Transcribe the listing below in full, exactly, with no images.

----- Data extracts

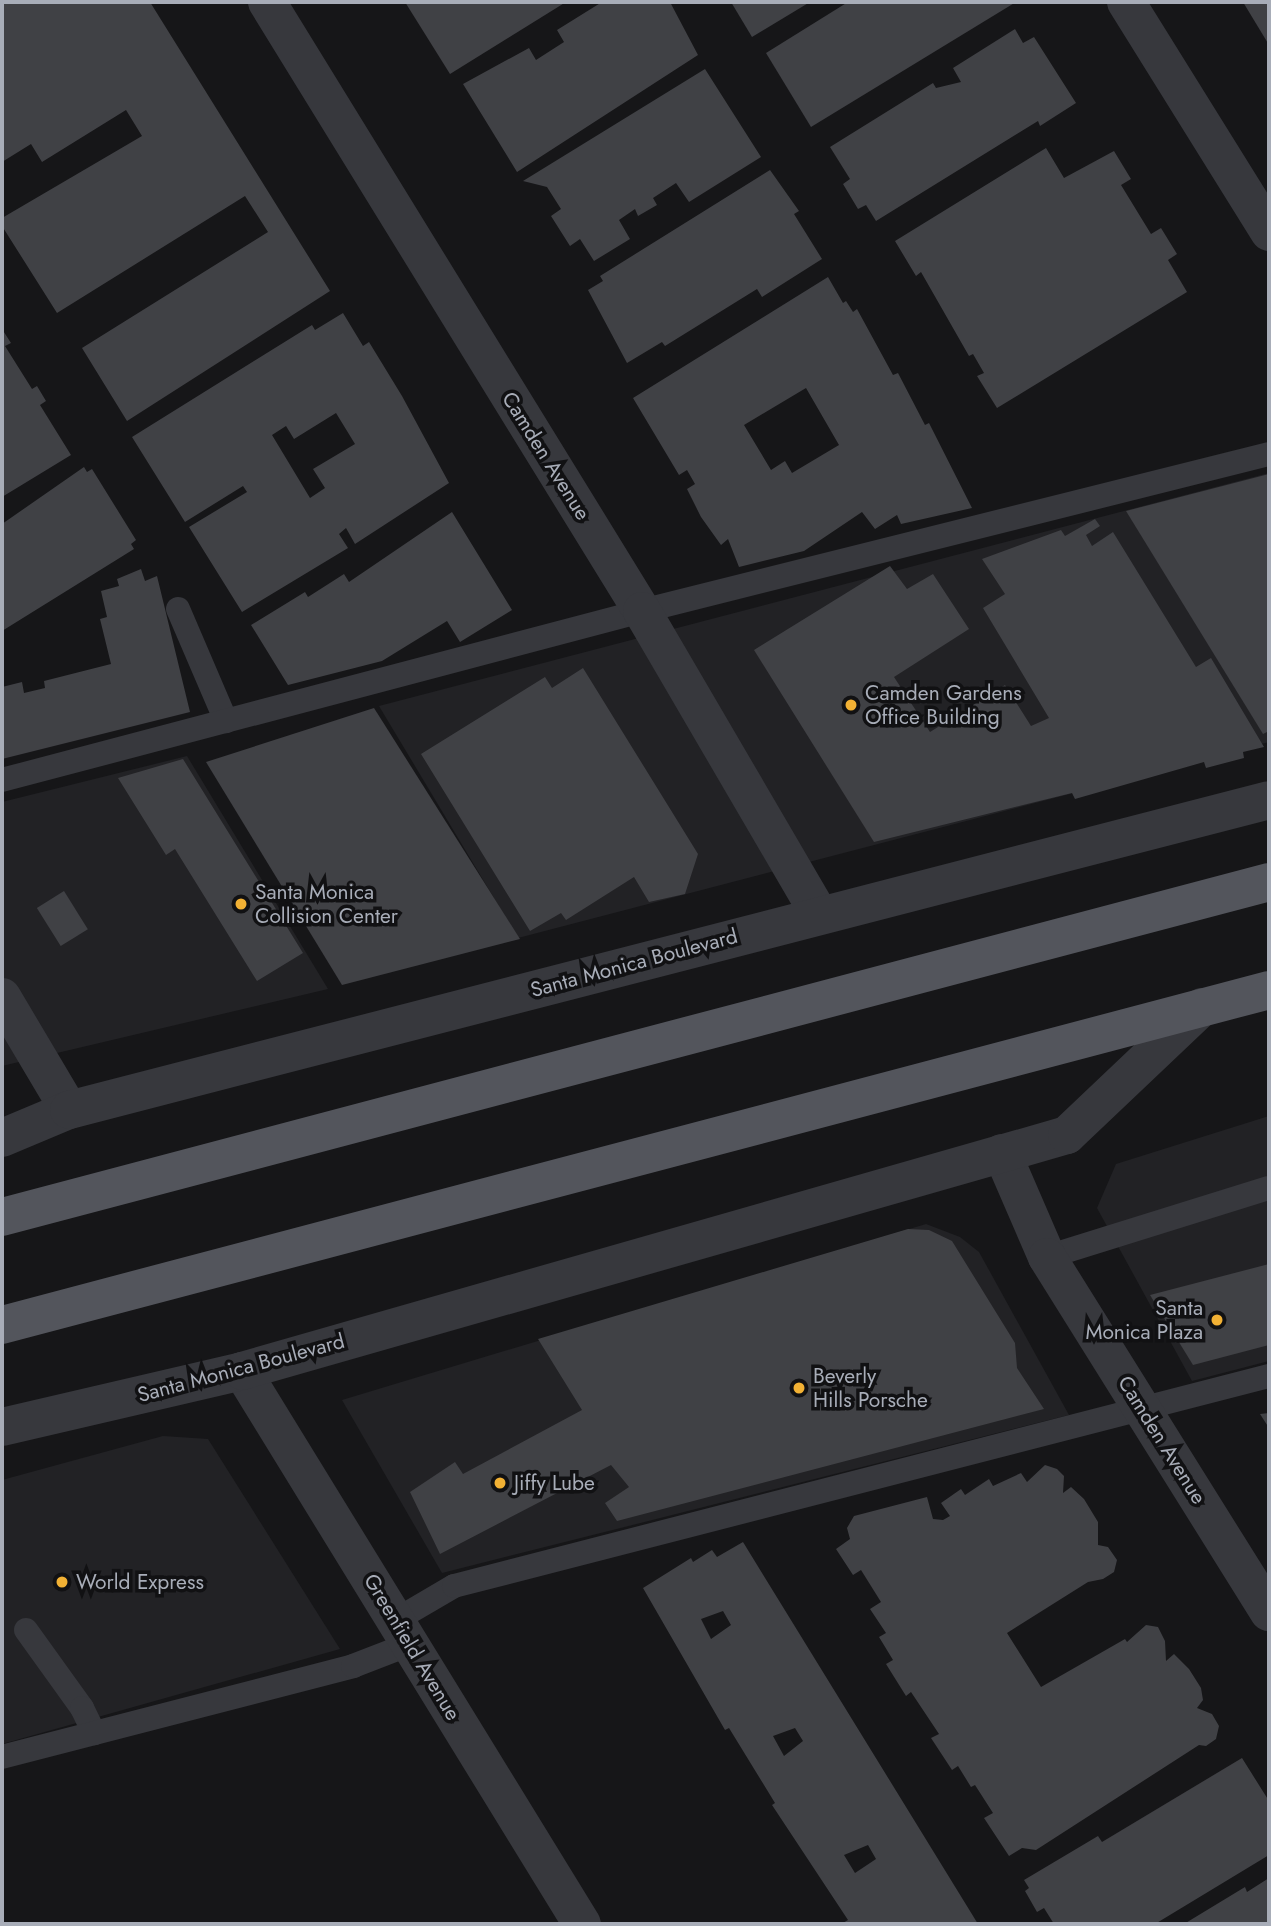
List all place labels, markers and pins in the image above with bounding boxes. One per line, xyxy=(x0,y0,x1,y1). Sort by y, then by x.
place label: Camden Gardens Office Building xyxy=(865,680,1022,730)
marker: Camden Gardens Office Building xyxy=(843,697,859,713)
place label: Santa Monica Collision Center xyxy=(255,879,398,929)
marker: Santa Monica Collision Center xyxy=(233,896,249,912)
place label: Santa Monica Plaza xyxy=(1085,1295,1203,1345)
marker: Santa Monica Plaza xyxy=(1209,1312,1225,1328)
place label: Beverly Hills Porsche xyxy=(813,1363,928,1413)
marker: Beverly Hills Porsche xyxy=(791,1380,807,1396)
place label: Jiffy Lube xyxy=(514,1470,595,1496)
marker: Jiffy Lube xyxy=(492,1475,508,1491)
place label: World Express xyxy=(76,1569,204,1595)
marker: World Express xyxy=(54,1574,70,1590)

----------

**Written response**
List all place labels, markers and pins in the image above with bounding boxes. One per line, xyxy=(x0,y0,x1,y1). Sort by y, then by x.
place label: Camden Gardens Office Building xyxy=(865,680,1022,730)
marker: Camden Gardens Office Building xyxy=(843,697,859,713)
place label: Santa Monica Collision Center xyxy=(255,879,398,929)
marker: Santa Monica Collision Center xyxy=(233,896,249,912)
place label: Santa Monica Plaza xyxy=(1085,1295,1203,1345)
marker: Santa Monica Plaza xyxy=(1209,1312,1225,1328)
place label: Beverly Hills Porsche xyxy=(813,1363,928,1413)
marker: Beverly Hills Porsche xyxy=(791,1380,807,1396)
place label: Jiffy Lube xyxy=(514,1470,595,1496)
marker: Jiffy Lube xyxy=(492,1475,508,1491)
place label: World Express xyxy=(76,1569,204,1595)
marker: World Express xyxy=(54,1574,70,1590)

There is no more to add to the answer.